• Task goal:
Lines with the word "names" are the answer; copy each of them from the data below.

****

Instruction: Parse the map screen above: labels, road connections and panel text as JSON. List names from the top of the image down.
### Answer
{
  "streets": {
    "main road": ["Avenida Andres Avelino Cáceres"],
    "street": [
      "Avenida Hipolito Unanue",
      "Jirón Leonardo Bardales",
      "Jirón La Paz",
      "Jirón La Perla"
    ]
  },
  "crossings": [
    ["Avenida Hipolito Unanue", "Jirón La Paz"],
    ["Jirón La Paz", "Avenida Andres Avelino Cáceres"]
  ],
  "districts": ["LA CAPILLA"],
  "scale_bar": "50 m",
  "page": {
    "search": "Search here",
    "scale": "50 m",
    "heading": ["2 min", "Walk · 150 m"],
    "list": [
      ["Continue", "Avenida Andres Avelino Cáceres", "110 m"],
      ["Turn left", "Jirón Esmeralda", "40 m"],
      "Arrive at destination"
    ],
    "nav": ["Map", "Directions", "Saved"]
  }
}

****

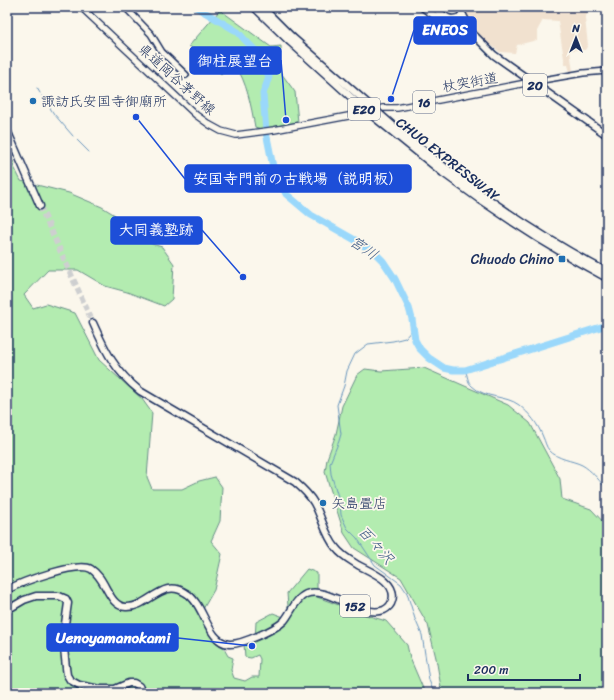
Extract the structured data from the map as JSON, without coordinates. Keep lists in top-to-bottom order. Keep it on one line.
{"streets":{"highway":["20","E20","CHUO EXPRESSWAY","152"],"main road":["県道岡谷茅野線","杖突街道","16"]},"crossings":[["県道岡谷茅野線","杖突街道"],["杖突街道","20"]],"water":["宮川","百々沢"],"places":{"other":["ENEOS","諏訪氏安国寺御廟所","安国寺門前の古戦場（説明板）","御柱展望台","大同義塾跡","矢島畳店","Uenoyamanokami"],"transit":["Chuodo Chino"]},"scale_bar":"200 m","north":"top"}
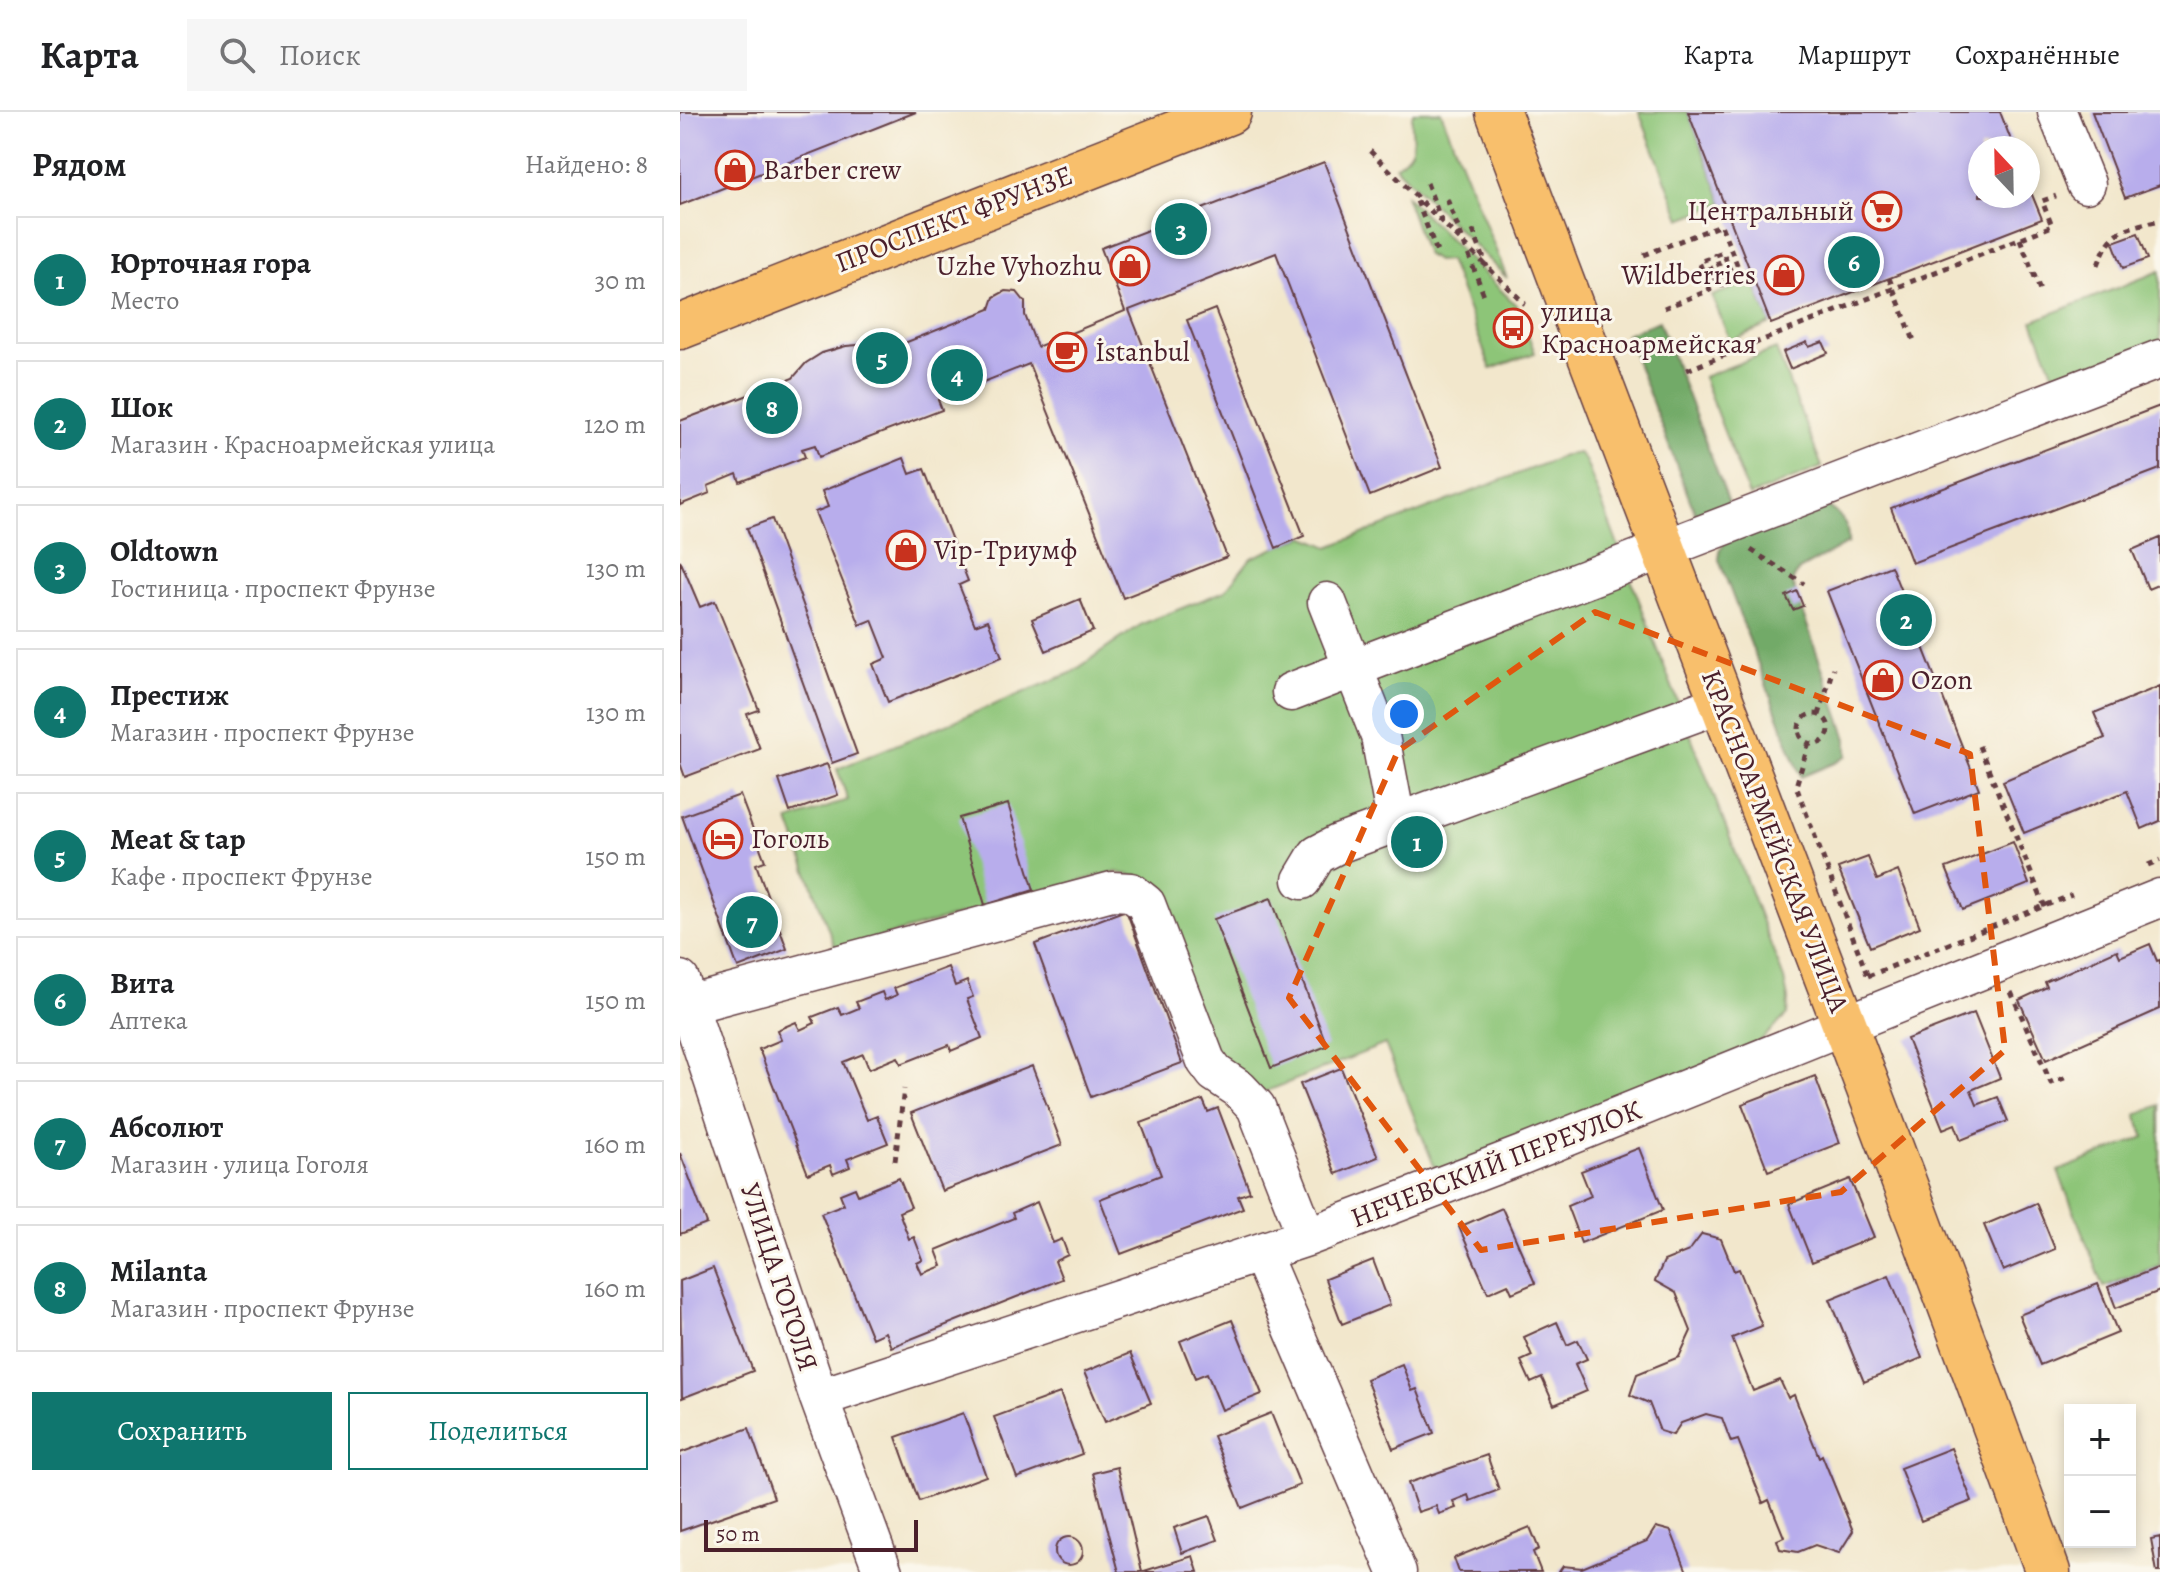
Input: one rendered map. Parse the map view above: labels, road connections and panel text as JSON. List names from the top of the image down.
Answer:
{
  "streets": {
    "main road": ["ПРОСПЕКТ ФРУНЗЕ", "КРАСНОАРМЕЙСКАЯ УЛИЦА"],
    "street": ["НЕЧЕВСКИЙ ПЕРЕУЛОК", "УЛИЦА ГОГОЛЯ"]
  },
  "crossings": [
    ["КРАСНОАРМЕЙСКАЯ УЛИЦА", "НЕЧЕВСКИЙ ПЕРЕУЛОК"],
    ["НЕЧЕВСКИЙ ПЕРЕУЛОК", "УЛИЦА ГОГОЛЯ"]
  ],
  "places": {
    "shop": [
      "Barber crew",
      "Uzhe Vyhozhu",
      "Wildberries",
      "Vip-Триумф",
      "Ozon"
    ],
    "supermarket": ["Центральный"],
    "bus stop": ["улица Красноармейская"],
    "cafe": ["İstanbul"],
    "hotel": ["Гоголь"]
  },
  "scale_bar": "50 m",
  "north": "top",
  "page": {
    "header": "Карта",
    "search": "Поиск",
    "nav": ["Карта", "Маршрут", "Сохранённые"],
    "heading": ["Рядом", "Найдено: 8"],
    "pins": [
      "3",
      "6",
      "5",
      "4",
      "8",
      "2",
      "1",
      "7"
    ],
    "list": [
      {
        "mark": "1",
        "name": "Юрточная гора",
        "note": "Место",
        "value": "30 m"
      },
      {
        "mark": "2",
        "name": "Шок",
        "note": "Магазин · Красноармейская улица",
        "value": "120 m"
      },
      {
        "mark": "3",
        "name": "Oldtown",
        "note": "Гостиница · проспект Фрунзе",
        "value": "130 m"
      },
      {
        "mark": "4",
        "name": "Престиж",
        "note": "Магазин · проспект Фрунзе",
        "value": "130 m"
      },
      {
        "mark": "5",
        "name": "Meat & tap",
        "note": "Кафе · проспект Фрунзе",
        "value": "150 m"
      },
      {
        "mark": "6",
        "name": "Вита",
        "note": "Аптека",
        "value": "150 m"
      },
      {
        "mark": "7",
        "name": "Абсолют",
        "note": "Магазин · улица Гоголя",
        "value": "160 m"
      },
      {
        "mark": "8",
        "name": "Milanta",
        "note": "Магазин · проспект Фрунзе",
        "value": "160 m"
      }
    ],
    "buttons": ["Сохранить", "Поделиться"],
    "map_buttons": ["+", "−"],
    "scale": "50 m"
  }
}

****

• Response below:
Instruction: Parse the map screen above: labels, road connections and panel text as JSON. List names from the top of the image down.
Input: one rendered map. Parse the map view above: labels, road connections and panel text as JSON. List names from the top of the image down.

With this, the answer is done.